Fall Back Again…
I got to spend last weekend with my band (ahem... Dave Matthews Band). Again. It was, as always, the life-sustaining burst of intense joy and undeniably sacred communion with Soul that is at the heartbeat of so much of who I am.
Is this a post about that? About them? I’m not sure. Let’s see where it goes.
As someone who has, from a very young age, been highly attuned to the inevitable collapse of so many of the systems that we’re embedded in on this earth, I am used to periods of feeling pretty isolated. Sometimes I can handle the dissonance of living ‘as if’ everything is a-okay, and sometimes I cannot.
I am, at my core, a Seer. Not through the act of some mystical visioning process (although I love those, too), but because my mind is just really good at putting together likely outcomes. Over time, those likely outcomes become harder to sit with. Learning how to wrangle that ability without letting it consume me, plunge me into nihilism, or just wreck my ability to have ‘normal’ relationships has been a challenge I am only now getting perspective on.
The current astrology (for those of you who know the language, I’ll just note that I have both luminaries and all of my angles between 16-21 fixed) has brought this feeling of familiar but intense insularity to the forefront so strongly for me. I always carry a layer of Aquarian detachment. But that detachment has been a dominant feature for the last few months, although I understand that part of what it’s doing at this time is helping me/asking me to protect my life force. I am witnessing and holding space for really big things these days, personally and professionally, and so I have needed to be really clear and careful about how I’m managing my energy. Most of the time I don’t even know how to explain what’s happening within me to anyone in my life — which is not the normal style for my out-loud-processsor self. Instead, I just keep writing and going to therapy about it. So there has been very literal isolation as most days end with me just needing to let my mind float and spend time alone.
I felt that insularity -- that detachment from so much of the world around me, an inability to fully relate and connect -- so strongly this weekend at the shows. At the same time, I felt my unbridled, full force capacity for joy, love and complete and utter faith that... well, that everything will be okay.
This band... that music... just does that for me. That’s why I’ve gone to see them so many times. And that’s why, over the last 24 (!!) years of seeing them, each show is a better experience than the last (okay, there are some exceptions. I’m looking at you, night 2 of the Gorge 2018). Because my relationship with the music builds. I know every current of it with my whole soul. The songs have supported me through nightmare periods, through relationships, through illness and highs and lows...

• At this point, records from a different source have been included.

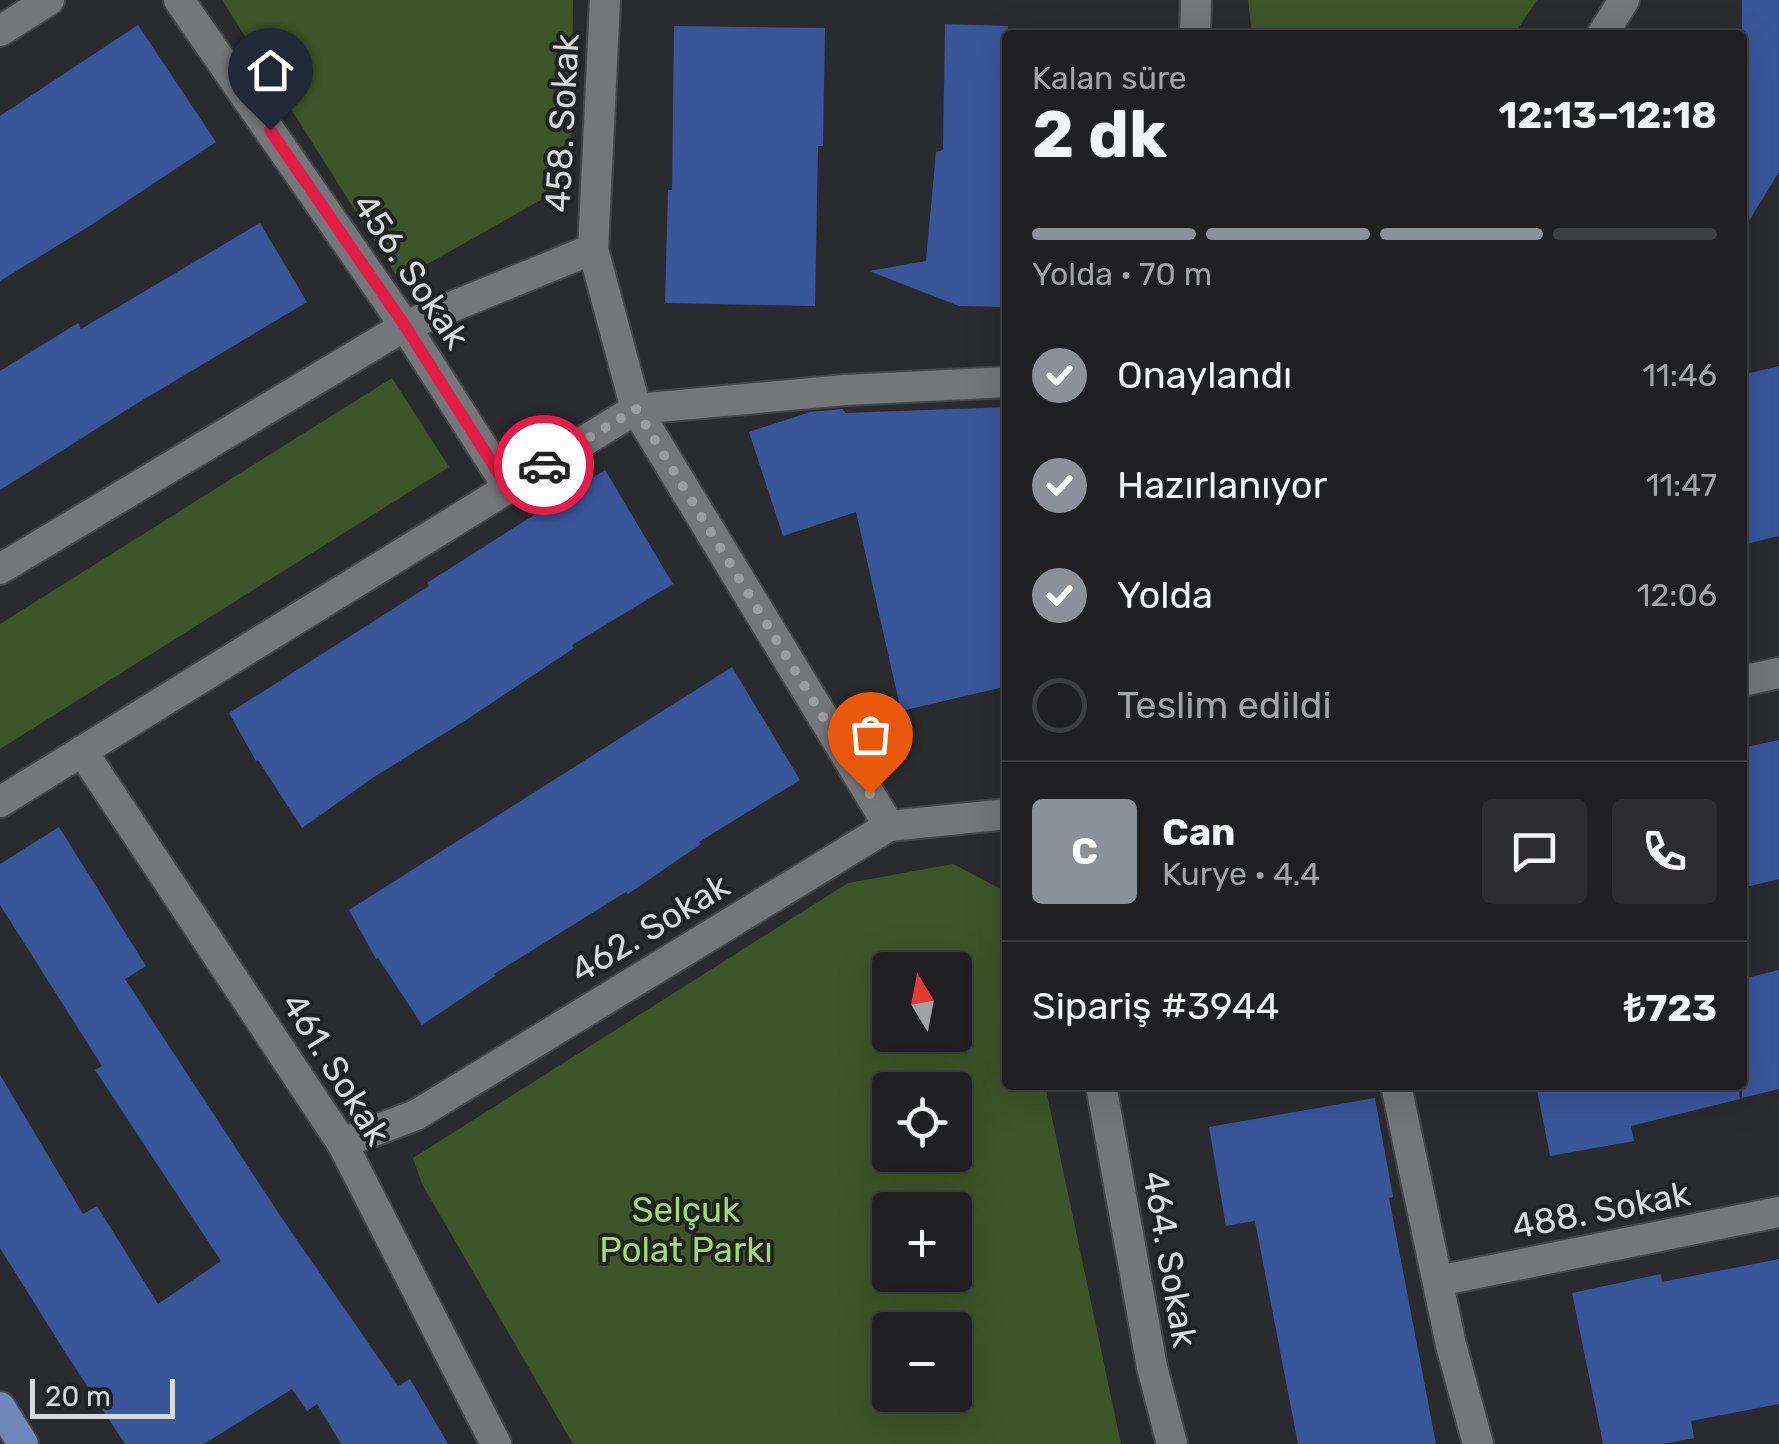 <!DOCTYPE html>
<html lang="tr">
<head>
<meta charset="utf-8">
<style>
	:root { --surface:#202022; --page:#2d2d2f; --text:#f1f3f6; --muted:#a2a3a5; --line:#3d3e40; --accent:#8c9099 }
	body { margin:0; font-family:Rubik,sans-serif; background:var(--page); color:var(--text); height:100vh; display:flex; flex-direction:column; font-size:38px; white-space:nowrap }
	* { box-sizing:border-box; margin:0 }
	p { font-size:32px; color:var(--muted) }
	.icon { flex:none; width:55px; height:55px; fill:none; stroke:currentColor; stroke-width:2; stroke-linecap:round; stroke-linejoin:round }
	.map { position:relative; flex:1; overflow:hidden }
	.details { position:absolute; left:1002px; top:30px; width:745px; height:1060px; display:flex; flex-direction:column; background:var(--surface); border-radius:10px; box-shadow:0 10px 40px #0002,0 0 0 2px var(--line) }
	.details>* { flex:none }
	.needle { width:65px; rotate:350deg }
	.tools { position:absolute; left:872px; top:952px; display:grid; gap:20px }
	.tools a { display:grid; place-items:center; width:100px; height:100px; border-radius:10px; background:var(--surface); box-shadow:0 10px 40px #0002,0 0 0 2px var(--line); font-size:50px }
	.scale { position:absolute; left:30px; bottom:25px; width:145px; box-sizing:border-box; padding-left:10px; border:5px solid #d9dadb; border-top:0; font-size:28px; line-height:35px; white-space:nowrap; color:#d9dadb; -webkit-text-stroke:8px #212224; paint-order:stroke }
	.pin { position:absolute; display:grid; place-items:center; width:85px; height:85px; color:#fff; margin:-102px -42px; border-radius:50% 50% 50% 0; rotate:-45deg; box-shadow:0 0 10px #0007 }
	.pin .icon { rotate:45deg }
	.courier { position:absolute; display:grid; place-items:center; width:100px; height:100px; margin:-50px; border:8px solid #e11d48; border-radius:50%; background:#fff; color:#222; box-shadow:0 2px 12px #0007 }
	.head em { font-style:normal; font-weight:700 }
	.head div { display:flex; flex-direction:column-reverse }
	.head { display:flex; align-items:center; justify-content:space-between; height:170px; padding:0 30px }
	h1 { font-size:65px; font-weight:700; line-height:75px }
	.bar { display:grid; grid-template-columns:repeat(4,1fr); gap:15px 10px; align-content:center; height:120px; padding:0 30px }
	.bar i { height:12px; border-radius:8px; background:var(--line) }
	.bar .selected { background:var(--accent) }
	.bar p { grid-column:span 4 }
	.line { display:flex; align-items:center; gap:25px; padding:0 30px; border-top:2px solid var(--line) }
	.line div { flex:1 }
	.round { display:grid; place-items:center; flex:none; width:105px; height:105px; border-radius:10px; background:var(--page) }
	ol { padding:0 30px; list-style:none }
	li { display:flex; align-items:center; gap:30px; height:110px }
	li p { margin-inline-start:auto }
	li .icon { padding:10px; border-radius:50%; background:var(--accent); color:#fff; stroke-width:4 }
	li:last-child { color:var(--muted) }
	li i { width:55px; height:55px; border:5px solid var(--line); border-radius:50% }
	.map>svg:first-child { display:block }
	.green { fill:#3d5528; fill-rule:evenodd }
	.building { fill:#39569b }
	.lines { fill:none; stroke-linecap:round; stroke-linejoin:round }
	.minor-casing { stroke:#464749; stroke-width:34 }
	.major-casing { stroke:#464749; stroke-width:34 }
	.minor { stroke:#757679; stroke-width:30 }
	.major { stroke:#7087bc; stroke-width:30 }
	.done { stroke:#9c9d9e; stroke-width:10; stroke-dasharray:0 18 }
	.route { stroke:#e11d48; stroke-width:12 }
	.labels { text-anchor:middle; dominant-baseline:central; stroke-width:8; stroke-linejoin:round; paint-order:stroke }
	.street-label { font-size:35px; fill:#d9dadb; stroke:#212224 }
	.park-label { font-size:35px; fill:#a3db73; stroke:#212224 }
</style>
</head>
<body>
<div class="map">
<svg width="1779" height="1444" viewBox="0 0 1779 1444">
	<rect width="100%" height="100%" fill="#2a2b2e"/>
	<g class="green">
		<path d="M222 0H573L571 183 399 280Z"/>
		<path d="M1248 0H1537L1514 35H1252Z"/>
		<path d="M392 378 449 467 0 749V624Z"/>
		<path d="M953 864 1003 890 1008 912V1085H1045L1121 1444H573L422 1184 413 1158 848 883ZM890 970H955V1035H890ZM955 1090V1155H890V1090ZM890 1210H955V1275H890ZM890 1330H955V1395H890Z"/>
	</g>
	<g class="building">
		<path d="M1742 0H1779V172L1742 232Z"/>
		<path d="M945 24 1008 26V307L959 306 869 271 926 261 936 152 943 150Z"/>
		<path d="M138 25 216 142 91 225 0 281V116Z"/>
		<path d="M674 26 825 28 823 146H818L815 306 665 303 668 190H672Z"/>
		<path d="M260 223 307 302 131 407 0 490V371L78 323 81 329Z"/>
		<path d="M1779 366V536L1742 545V375Z"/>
		<path d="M1008 407V686L901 711 856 512 783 536 749 432 810 412 843 409 845 413Z"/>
		<path d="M605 470 673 584 572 645 574 648 463 722 374 777 302 828 258 760 256 761 229 713 429 586 427 583Z"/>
		<path d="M732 667 800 780 699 842 701 844 628 894 626 892 494 974 495 976 422 1025 378 958 376 959 349 910Z"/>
		<path d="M1779 740V879L1742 888V748Z"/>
		<path d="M59 827 146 966 125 979 283 1220 398 1386 410 1379 448 1444H341L317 1404 307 1411 292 1389 204 1444H125L65 1352 0 1248V1075L83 1214 97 1206 158 1304 221 1261 95 1070 102 1066 0 905V864Z"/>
		<path d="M1779 970V1089L1742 1098V979Z"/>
		<path d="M1536 1085H1738L1740 1099 1631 1126 1634 1141 1550 1156Z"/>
		<path d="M1375 1098 1393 1197 1389 1198 1436 1444H1298L1255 1221 1226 1226 1209 1127Z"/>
		<path d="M1779 1259V1404L1691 1421 1694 1438 1664 1444H1603L1572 1293 1661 1274 1662 1282Z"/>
	</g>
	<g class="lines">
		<g class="minor-casing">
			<g id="minor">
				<path d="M179 0 405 326 508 487"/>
				<path d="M605 0 593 249 636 409 845 390 1008 382"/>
				<path d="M0 31 49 0"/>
				<path d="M1195 35 1196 0"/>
				<path d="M1602 35 1624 0"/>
				<path d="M0 569 405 326 593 249"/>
				<path d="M1742 681 1779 673"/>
				<path d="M82 751 342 1143 496 1444"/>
				<path d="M0 802 636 409 889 826"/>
				<path d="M1101 1085 1152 1367 1172 1444"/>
				<path d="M1396 1085 1451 1345 1478 1444"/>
				<path d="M342 1143 416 1115 889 826 1008 814"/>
				<path d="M1438 1281 1779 1212"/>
			</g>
		</g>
		<g class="major-casing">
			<path id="major" d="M0 1407 23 1444"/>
		</g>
		<use href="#minor" class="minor"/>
		<use href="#major" class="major"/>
	</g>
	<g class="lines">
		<path class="done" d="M544 465 636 409 870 794"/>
		<path class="route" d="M270 130 405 326 508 488 544 465"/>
	</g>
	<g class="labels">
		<g class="street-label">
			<text transform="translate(562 123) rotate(-87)">458. Sokak</text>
			<text transform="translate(411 271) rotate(56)">456. Sokak</text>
			<text transform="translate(650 928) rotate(-31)">462. Sokak</text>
			<text transform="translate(336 1069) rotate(58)">461. Sokak</text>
			<text transform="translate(1601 1210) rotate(-11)">488. Sokak</text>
			<text transform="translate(1170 1259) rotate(80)">464. Sokak</text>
		</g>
		<g class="park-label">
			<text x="686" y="1210">Selçuk<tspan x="686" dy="40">Polat Parkı</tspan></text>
		</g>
	</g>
</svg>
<div class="tools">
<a><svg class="needle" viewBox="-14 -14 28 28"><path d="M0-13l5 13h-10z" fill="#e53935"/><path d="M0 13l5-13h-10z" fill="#a2a3a5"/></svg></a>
<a><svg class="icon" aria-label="locate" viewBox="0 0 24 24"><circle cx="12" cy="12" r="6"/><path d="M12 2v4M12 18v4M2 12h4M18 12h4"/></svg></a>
<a>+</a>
<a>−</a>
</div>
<div class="scale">20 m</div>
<div class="pin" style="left:870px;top:794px;background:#ea580c"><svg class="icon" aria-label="bag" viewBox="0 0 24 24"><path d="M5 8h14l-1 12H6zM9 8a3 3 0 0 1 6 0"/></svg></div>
<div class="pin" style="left:270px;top:130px;background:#1f2937"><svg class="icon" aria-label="home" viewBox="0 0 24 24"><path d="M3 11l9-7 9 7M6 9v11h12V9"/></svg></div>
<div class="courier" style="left:544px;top:465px"><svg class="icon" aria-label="car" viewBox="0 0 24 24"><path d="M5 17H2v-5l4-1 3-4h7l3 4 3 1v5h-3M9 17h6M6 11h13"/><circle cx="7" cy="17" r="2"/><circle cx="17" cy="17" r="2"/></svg></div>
<section class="details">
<div class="head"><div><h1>2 dk</h1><p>Kalan süre</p></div><em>12:13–12:18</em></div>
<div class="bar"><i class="selected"></i><i class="selected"></i><i class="selected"></i><i></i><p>Yolda · 70 m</p></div>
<ol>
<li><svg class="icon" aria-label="check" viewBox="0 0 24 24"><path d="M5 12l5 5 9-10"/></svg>Onaylandı<p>11:46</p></li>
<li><svg class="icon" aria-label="check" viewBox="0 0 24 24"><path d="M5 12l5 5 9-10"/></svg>Hazırlanıyor<p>11:47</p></li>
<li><svg class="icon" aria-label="check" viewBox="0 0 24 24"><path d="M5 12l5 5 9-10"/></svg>Yolda<p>12:06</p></li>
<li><i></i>Teslim edildi</li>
</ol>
<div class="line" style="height:180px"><b class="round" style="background:var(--accent);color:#fff">C</b><div><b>Can</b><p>Kurye · 4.4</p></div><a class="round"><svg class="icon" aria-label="chat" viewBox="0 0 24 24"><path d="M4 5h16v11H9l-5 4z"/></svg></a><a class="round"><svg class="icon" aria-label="phone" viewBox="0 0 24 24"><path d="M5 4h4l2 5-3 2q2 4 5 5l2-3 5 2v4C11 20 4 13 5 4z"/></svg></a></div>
<div class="line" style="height:130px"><div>Sipariş #3944</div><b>₺723</b></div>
</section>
</div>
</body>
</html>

And then there are the actual relationships that have grown through following the band around. People I’ve shared these experiences with over 2+ decades, who claim such a gigantic part of my heart and history. This weekend, many of them got to bring their kids to shows... and that just felt so special.
So many of the lyrics have this kind of “seize the day”, “don’t fucking wait around for the world to change, grab onto your love NOW” quality to them, and I know that really impacted me from the outset. When I really found the band -- and the community -- Uranus was conjunct my Sun/Desc and my brother was in the initial stages of being diagnosed with schizophrenia. I had an emotional breakdown that wasn’t related to my brother, but to some collapsing relationships in my own life.
It was like my heart was being cracked open to experience joy and pain in equal amounts all at once. The music jumped into my veins and refused to ever leave me to experience any parts of a life that has been blessed with so many tremendous highs and lows by myself. That band (through song, last minute concerts, nurses with stories, synchronistic encounters...) has appeared downright miraculously at the worst moments of my life.
That part of me that has been so acutely aware of the fragility of a ‘civilization’ built around annihilating the earth and its creatures since such a young age has woven the bittersweetness of “everyday should be a good day to die” into everything I do.
And in that, these shows could very much be a form of escape for me. But they’re not. They’re a taproot into pure joy and bliss, for sure. But also a gigantic dose of clarity and presence. About the state of the world. About what it is like to be unable to close your eyes to the cold, hard realities of this world we live in, while at the same time being entirely capable of holding space for active hope (thank you, Venus in Pisces)... and the devotional practice of dedicating your life to trying to help yourself and others navigate the whole thing.
About how unspeakably grateful and lucky I feel to be able to have the experiences I have had at these shows and through this band.
I also felt my age. Like...really truly, in so many ways. Including but not limited to the moment at the Portland show when Dave was talking about how they hadn’t played there since 2002. Which was, apparently and somehow, 20 years ago. It was a show I was at. I was 22.
When the people I’d been bantering with, who were standing behind me and who I was very sure were my own age, started cheering at Dave’s acknowledgement... I asked if they had been there in 2002. They laughed and said, “nope! we were in 7th grade then!” So there’s that.